**ACTIVITY:** Report each line of the data that contains the string "above".

**Stored data:**
=======

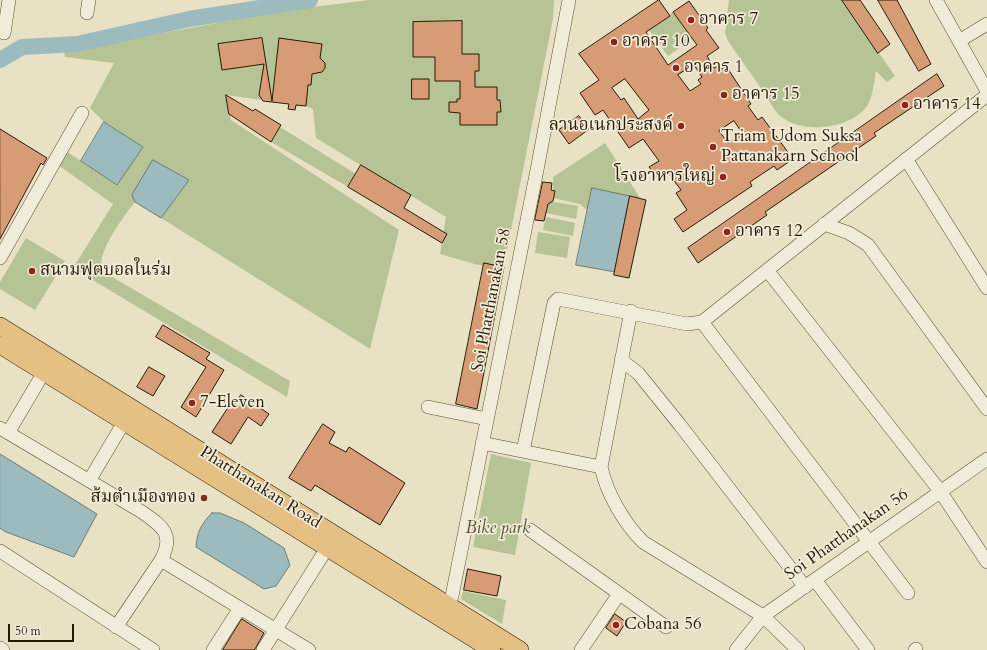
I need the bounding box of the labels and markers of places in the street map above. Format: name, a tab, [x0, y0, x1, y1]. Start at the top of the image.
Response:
place label: อาคาร 7	[699, 10, 758, 30]
marker: อาคาร 7	[686, 15, 696, 25]
place label: อาคาร 10	[622, 32, 690, 52]
marker: อาคาร 10	[609, 37, 619, 47]
place label: อาคาร 1	[684, 58, 743, 78]
marker: อาคาร 1	[671, 63, 681, 73]
place label: อาคาร 15	[732, 85, 800, 105]
marker: อาคาร 15	[719, 90, 729, 100]
place label: อาคาร 14	[913, 95, 981, 115]
marker: อาคาร 14	[900, 100, 910, 110]
place label: ลานอเนกประสงค์	[549, 116, 673, 136]
marker: ลานอเนกประสงค์	[676, 121, 686, 131]
place label: Triam Udom Suksa Pattanakarn School	[721, 127, 862, 167]
marker: Triam Udom Suksa Pattanakarn School	[708, 142, 718, 152]
place label: โรงอาหารใหญ่	[614, 167, 715, 187]
marker: โรงอาหารใหญ่	[718, 172, 728, 182]
place label: อาคาร 12	[735, 222, 803, 242]
marker: อาคาร 12	[722, 227, 732, 237]
place label: สนามฟุตบอลในร่ม	[40, 261, 171, 281]
marker: สนามฟุตบอลในร่ม	[27, 266, 37, 276]
place label: 7-Eleven	[200, 393, 265, 413]
marker: 7-Eleven	[187, 398, 197, 408]
place label: ส้มตำเมืองทอง	[90, 488, 196, 508]
marker: ส้มตำเมืองทอง	[199, 493, 209, 503]
place label: Cobana 56	[624, 615, 702, 635]
marker: Cobana 56	[611, 620, 621, 630]

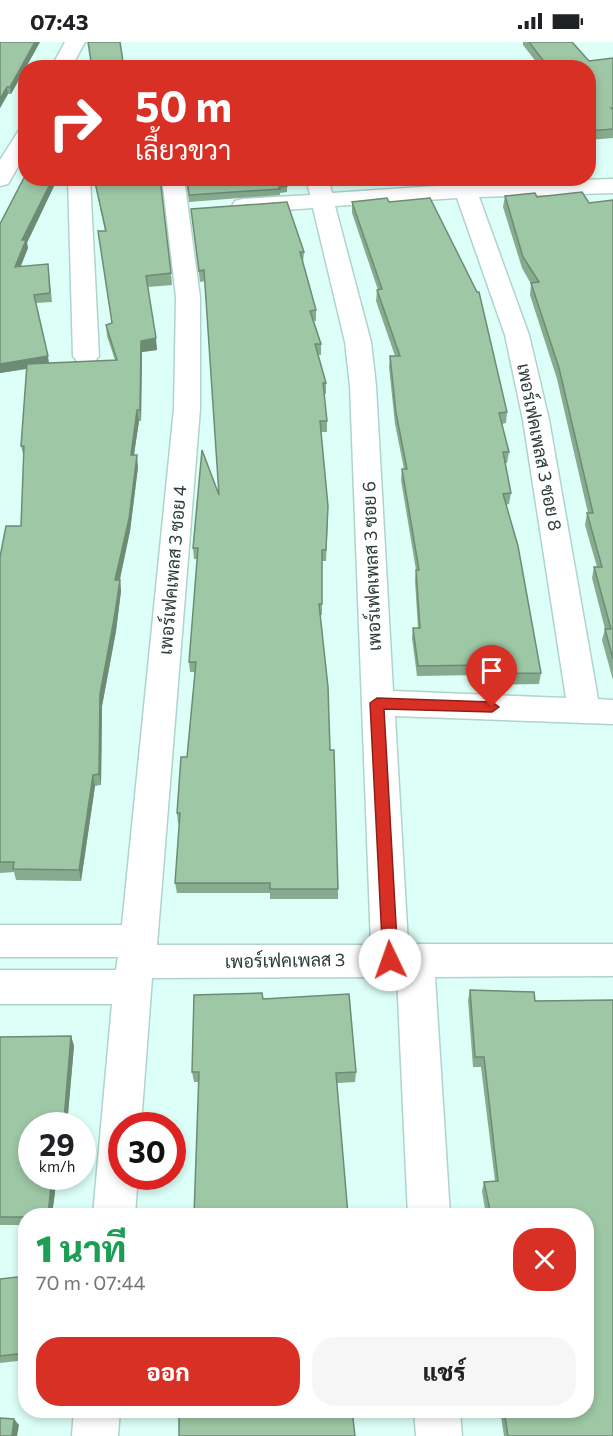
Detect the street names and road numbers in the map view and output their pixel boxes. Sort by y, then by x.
street label: เพอร์เฟคเพลส 3 ซอย 8 [513,361,568,532]
street label: เพอร์เฟคเพลส 3 ซอย 6 [356,481,385,651]
street label: เพอร์เฟคเพลส 3 ซอย 4 [153,484,190,656]
street label: เพอร์เฟคเพลส 3 [225,947,345,972]

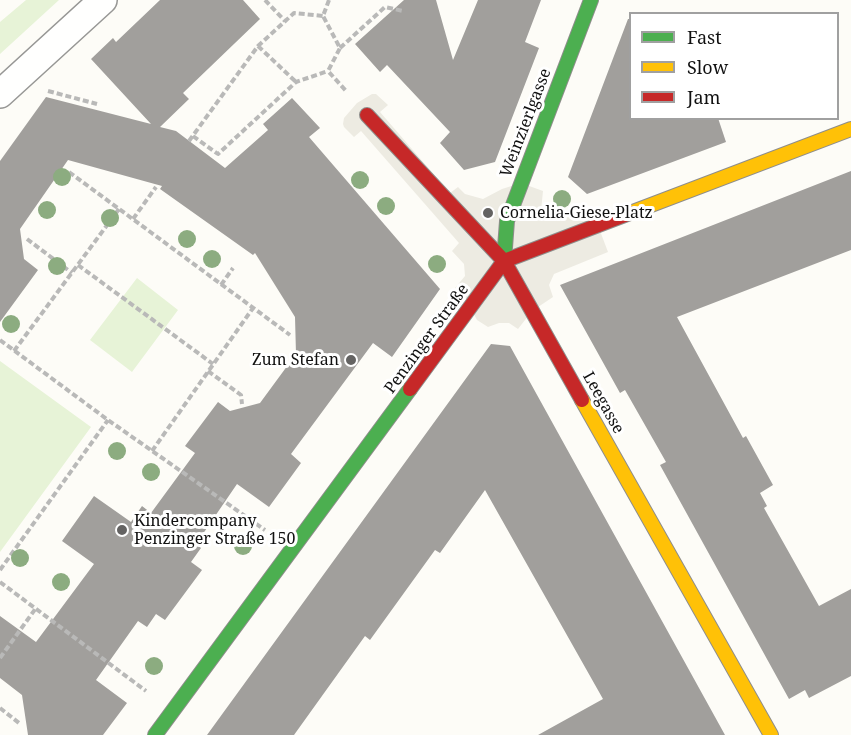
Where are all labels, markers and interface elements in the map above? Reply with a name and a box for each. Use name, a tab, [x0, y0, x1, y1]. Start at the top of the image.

=======

**OUTPUT FOR THIS TASK:**
I need the bounding box of the labels and markers of places in the street map above. Format: name, a tab, [x0, y0, x1, y1]. Start at the top of the image.
Where are all labels, markers and interface elements in the map above? Reply with a name and a box for each. Use name, a tab, [x0, y0, x1, y1]. Start at the top of the image.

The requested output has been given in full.